EXTRACTED RECORDS
◆ ◆ ◆ ◆ ◆

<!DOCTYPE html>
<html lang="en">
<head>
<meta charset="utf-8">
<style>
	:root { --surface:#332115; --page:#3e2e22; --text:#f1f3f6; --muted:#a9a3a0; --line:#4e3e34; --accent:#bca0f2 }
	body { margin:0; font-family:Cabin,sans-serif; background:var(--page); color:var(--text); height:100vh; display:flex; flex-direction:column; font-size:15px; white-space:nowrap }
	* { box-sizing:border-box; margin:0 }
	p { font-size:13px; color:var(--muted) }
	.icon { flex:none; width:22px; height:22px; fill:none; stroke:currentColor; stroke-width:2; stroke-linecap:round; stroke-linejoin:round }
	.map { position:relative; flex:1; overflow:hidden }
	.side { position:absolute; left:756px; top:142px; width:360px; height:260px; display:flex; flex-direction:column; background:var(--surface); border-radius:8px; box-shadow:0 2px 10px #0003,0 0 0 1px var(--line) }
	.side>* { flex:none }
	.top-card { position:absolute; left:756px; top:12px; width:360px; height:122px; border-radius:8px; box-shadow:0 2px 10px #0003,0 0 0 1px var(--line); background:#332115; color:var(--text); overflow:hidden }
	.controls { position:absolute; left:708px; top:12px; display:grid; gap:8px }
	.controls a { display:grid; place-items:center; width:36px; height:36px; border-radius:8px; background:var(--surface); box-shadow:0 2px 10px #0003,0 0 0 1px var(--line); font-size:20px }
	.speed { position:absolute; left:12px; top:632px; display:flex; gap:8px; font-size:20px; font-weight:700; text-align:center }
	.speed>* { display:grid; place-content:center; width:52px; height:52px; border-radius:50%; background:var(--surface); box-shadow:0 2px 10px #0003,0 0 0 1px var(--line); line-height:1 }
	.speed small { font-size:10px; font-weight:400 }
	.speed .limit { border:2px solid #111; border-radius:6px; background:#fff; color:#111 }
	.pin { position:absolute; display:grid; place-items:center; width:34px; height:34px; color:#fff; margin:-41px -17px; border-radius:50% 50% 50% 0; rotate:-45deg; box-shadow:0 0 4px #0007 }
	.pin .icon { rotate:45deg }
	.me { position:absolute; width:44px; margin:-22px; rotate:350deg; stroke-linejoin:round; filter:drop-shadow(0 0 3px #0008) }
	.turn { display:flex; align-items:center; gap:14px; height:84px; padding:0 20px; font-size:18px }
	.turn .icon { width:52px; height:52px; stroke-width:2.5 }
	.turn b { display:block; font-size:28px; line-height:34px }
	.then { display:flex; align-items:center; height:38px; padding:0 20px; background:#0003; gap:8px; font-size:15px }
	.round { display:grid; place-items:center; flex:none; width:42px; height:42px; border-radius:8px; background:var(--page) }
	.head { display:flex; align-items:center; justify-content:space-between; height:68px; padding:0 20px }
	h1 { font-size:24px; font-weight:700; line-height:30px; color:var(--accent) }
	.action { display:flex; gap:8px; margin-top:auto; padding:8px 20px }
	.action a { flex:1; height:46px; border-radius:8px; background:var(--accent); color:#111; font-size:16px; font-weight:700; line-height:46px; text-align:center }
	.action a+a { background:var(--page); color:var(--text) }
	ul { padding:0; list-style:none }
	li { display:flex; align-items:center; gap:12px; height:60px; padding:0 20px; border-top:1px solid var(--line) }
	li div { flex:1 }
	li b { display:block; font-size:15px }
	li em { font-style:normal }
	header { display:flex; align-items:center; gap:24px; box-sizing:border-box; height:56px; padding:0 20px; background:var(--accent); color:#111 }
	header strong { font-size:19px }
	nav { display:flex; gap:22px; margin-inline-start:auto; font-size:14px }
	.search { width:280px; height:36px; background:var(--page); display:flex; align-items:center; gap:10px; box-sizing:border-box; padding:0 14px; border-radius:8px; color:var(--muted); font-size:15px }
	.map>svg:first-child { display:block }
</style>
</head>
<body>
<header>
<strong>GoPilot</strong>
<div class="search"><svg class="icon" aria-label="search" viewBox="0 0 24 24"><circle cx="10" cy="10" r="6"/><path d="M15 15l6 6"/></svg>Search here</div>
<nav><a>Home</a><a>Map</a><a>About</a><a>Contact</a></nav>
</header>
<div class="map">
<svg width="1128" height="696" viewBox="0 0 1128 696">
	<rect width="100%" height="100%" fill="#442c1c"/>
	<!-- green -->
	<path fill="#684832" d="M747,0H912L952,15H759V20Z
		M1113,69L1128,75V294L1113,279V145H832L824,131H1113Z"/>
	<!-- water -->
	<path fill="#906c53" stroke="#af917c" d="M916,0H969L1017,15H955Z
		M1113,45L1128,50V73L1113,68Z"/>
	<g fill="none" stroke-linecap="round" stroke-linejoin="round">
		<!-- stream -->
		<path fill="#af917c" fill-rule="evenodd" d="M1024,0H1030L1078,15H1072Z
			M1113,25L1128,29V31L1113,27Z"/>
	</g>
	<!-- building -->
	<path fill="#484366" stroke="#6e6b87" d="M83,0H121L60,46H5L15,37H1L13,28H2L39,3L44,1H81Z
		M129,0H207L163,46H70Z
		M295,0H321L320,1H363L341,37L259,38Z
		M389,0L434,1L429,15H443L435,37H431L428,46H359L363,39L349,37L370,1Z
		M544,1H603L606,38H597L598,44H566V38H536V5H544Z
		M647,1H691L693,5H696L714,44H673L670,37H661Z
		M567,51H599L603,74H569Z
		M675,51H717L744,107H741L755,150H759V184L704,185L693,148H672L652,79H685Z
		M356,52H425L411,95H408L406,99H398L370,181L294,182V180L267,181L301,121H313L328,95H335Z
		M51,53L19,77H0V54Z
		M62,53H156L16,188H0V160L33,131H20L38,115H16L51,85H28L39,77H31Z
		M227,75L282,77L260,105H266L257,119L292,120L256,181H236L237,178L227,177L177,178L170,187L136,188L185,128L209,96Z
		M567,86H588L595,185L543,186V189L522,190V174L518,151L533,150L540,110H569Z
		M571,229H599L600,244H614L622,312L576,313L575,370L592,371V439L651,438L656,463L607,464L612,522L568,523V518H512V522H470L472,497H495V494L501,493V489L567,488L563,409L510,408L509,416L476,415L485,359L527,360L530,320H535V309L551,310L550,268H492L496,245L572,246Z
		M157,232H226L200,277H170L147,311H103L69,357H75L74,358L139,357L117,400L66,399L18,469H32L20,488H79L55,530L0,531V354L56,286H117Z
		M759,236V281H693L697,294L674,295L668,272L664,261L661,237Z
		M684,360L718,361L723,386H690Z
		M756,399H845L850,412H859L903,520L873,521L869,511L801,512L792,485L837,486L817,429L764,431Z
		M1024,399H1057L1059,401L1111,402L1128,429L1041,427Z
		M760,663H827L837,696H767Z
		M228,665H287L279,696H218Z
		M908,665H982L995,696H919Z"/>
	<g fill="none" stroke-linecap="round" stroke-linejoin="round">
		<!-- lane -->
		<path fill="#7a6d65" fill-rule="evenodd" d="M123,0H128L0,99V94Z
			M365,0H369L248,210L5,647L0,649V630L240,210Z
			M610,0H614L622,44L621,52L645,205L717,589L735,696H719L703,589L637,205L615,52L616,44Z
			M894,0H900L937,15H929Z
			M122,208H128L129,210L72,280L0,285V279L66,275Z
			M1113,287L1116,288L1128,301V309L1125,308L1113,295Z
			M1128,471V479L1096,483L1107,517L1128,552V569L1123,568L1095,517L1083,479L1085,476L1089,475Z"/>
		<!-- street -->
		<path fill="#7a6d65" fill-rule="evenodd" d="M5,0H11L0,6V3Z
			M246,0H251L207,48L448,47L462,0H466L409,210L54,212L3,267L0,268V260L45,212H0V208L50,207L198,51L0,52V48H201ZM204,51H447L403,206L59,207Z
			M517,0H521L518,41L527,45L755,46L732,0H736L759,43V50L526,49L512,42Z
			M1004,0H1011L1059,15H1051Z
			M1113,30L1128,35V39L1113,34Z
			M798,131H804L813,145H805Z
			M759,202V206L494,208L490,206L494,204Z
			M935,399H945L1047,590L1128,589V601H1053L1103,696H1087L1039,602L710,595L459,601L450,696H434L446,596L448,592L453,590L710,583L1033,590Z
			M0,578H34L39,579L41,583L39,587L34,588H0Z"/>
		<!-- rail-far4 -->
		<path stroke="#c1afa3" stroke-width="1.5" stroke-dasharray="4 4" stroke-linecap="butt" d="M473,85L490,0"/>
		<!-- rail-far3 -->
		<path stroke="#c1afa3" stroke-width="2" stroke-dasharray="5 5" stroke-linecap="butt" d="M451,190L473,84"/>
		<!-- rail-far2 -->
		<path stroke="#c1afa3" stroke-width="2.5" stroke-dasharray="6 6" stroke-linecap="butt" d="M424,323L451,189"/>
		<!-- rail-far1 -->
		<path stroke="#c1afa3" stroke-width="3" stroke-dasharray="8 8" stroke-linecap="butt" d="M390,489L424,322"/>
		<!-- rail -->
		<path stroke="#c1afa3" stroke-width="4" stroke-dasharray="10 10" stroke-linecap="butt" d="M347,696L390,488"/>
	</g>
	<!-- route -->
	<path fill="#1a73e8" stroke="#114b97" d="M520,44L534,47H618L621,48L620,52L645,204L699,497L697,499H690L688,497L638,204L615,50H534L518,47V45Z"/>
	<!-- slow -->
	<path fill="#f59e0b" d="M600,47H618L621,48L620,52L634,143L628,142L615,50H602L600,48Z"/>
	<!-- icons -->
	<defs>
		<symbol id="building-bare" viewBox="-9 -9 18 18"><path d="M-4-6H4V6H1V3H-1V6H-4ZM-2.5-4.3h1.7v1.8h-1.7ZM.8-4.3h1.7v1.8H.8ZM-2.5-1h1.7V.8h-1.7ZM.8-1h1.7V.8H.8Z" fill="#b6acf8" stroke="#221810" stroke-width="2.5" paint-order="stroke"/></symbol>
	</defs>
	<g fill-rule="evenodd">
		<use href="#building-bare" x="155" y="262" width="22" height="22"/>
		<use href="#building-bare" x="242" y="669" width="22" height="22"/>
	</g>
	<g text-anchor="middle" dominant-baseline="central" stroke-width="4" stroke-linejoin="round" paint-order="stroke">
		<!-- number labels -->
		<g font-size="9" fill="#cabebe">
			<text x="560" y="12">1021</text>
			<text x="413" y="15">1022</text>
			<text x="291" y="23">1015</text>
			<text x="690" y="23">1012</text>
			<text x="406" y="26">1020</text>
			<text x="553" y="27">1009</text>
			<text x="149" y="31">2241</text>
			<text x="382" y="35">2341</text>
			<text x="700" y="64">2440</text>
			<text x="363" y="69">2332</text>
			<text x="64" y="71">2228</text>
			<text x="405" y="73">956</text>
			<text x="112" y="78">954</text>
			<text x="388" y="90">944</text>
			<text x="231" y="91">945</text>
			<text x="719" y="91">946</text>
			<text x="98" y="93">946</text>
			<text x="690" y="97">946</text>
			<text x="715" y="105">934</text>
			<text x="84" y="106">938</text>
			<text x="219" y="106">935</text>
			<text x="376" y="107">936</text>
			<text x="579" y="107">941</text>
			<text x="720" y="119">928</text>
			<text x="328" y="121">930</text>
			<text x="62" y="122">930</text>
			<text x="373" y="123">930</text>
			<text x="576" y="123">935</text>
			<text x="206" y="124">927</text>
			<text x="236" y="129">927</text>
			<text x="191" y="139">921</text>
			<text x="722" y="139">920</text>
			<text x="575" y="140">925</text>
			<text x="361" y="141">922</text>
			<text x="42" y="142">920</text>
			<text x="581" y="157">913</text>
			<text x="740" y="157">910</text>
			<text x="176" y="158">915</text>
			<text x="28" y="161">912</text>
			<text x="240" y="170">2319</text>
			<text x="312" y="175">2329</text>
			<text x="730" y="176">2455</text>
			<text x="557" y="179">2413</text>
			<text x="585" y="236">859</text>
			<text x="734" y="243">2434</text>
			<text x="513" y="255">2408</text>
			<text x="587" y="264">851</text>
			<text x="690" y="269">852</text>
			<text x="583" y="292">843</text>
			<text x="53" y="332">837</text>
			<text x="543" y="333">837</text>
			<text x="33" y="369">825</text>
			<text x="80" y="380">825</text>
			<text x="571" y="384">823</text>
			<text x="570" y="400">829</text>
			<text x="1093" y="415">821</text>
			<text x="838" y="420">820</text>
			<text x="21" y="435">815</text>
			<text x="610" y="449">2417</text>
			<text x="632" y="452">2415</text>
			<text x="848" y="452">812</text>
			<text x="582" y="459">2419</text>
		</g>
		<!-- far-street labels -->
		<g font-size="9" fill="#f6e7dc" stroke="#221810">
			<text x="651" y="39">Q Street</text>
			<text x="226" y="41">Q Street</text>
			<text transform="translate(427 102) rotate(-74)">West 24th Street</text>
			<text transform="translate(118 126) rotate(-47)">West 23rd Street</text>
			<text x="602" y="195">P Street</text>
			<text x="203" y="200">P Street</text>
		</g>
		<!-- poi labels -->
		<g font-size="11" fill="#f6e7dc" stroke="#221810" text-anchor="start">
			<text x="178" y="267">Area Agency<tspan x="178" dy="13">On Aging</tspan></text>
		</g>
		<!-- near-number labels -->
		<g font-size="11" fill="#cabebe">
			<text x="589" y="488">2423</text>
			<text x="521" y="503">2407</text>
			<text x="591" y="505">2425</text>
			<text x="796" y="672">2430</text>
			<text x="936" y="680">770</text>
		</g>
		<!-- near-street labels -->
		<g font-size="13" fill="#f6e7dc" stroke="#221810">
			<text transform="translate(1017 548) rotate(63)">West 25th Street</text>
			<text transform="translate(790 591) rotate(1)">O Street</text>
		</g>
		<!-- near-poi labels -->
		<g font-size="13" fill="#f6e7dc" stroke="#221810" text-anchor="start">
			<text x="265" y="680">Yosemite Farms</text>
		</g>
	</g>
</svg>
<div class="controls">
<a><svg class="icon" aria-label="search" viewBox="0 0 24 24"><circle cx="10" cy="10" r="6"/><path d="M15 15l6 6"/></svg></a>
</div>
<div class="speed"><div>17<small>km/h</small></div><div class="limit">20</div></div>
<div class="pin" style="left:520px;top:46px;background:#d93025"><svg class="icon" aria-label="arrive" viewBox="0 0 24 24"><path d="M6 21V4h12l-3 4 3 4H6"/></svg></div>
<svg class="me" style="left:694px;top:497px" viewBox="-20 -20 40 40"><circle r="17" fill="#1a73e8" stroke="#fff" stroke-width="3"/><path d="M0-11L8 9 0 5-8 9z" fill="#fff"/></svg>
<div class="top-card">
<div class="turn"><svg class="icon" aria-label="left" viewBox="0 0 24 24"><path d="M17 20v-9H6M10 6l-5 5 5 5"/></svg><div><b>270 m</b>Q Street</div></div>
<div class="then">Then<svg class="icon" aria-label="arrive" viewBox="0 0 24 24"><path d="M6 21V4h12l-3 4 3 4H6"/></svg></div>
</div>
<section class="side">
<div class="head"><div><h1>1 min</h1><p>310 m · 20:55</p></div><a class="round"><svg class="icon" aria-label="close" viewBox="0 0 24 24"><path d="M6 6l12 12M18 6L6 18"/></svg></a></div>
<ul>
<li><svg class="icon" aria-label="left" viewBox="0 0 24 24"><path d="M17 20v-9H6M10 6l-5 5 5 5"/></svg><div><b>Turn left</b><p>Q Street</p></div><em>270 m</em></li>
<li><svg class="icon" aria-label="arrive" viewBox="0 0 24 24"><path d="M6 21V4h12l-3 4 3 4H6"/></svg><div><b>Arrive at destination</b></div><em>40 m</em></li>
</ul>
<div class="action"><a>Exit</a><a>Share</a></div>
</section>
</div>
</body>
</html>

◆ ◆ ◆ ◆ ◆

WORK TO COMPLETE
Please go line by line through the records above, copying each one that holds the string "hidden".

TASK RESPONSE
	.map { position:relative; flex:1; overflow:hidden }
	.top-card { position:absolute; left:756px; top:12px; width:360px; height:122px; border-radius:8px; box-shadow:0 2px 10px #0003,0 0 0 1px var(--line); background:#332115; color:var(--text); overflow:hidden }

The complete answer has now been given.